今回ブルゴーニュ大学が行った実験は、研究者の間では判断バイアス実験として知られているもので、特に哺乳類や鳥類を対象に感情の状態を確認するために使われてきたものだ。何が動物に対してネガティブなバイアスを引き起こすのかを突き止めることは動物福祉に於いて重要な課題である。2015年に実施された64件の判断バイアス実験についてのレビューには「動物園や水族館に収容されている、絶滅危惧種の動物福祉について新たな考察を提供することができる。動物福祉は繁殖の成否に影響を与え、最終的にはその種の生存にも影響を与える」と書かれている。

ブルゴーニュ大学の研究者たちは、今回の実験が魚が特定のパートナーに感情的な愛着を持つことを明らかにするために実施された最初の判断バイアス実験であると述べている。これとは別に、今年2月にPLOS Biology誌に掲載された研究結果では、その生物の種が自己を認識しているかどうかを判断するための古典的な手法である「ミラーテスト」に魚が合格することが示されている。これらの2つの研究結果を考え合わせると、魚が私たちに比べて遥かに複雑さを持たない生き物であるという認識を変えるのに十分な示唆が与えられている。

「ミラーテスト」では、ホンソメワケベラとして知られる縞模様の魚について実験が行われた。実験では、彼らの喉の部分に色で印をつけた。それはその魚自身では鏡の反射でしか見ることができない。ところが魚たちは鏡を使ってその模様を認識し、その印を擦って取り除こうとする仕草を見せた。そのことでホンソメワケベラは自分自身を認識していることが明らかにされ、自己認識テストに合格したと見られている。

この研究結果には異議を唱える研究者もいた。それより前までにこのテストに合格したのは、類人猿、バンドウイルカ、カササギ、そして1頭のアジアゾウだけだった(これらの結果についても懐疑の声は上がっていた)。異議を唱えた研究者たちは、認知的に空虚だと見られていた魚たちが、より高度に格付けされる種の中に含まれるようになることに消極的になっていた。

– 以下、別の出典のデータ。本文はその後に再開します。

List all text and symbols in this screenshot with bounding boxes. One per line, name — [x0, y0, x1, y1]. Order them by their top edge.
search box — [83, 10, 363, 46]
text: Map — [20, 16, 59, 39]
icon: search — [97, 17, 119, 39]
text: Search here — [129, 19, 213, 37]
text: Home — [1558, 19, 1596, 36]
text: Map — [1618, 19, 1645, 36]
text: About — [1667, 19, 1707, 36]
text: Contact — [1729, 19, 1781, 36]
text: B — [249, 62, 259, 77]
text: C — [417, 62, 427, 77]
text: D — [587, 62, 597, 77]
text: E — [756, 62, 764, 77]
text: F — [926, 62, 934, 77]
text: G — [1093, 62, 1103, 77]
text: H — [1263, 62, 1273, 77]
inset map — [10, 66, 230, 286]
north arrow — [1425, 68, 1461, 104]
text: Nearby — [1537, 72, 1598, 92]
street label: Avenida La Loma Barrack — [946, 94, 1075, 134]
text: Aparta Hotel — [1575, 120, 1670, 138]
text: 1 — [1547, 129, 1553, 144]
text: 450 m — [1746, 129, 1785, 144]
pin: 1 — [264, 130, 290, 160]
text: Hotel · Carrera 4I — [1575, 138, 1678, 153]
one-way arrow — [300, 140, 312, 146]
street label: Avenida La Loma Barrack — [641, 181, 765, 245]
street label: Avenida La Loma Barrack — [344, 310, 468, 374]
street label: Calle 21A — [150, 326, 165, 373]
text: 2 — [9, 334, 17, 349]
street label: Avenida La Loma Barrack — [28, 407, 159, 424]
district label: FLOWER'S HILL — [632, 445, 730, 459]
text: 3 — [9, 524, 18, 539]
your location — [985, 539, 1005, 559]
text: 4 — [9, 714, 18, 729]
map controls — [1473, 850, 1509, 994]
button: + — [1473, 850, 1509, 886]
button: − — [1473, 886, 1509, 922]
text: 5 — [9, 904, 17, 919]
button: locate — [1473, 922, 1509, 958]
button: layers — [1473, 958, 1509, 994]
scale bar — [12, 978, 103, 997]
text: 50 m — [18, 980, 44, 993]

「2頭の象のうち1頭がミラーテストに合格した時はみんな『凄いことだ』と言っていたのです」とホンソメワケベラの実験についての論文の著書の1人であるアレックス・ジョーダンは述べている。「それが、みんなが大好きな魚についてのことになると『同種内での対照実験が必要だ、共鳴していた場合の対照群が必要だ、あれもこれも必要だ、… 魚はどれもやってないじゃないか』というのです」

ジョーダンはこの実験結果を疑う人がいる理由の一部には、次のようなものがあると推測している。魚は見た目には私たちとは程遠く、その感覚と認識の複雑さを知ることになれば、「私たちが行う商業漁業が、彼らを痛みとストレスの中で死に至らしめている」ということを考えざるを得なくなることも含めて私たちの生活習慣に変化を強いることになるかもしれない、ということだ。

逆に言えば、私たちは思っていたよりも魚に近いということになるのかもしれない。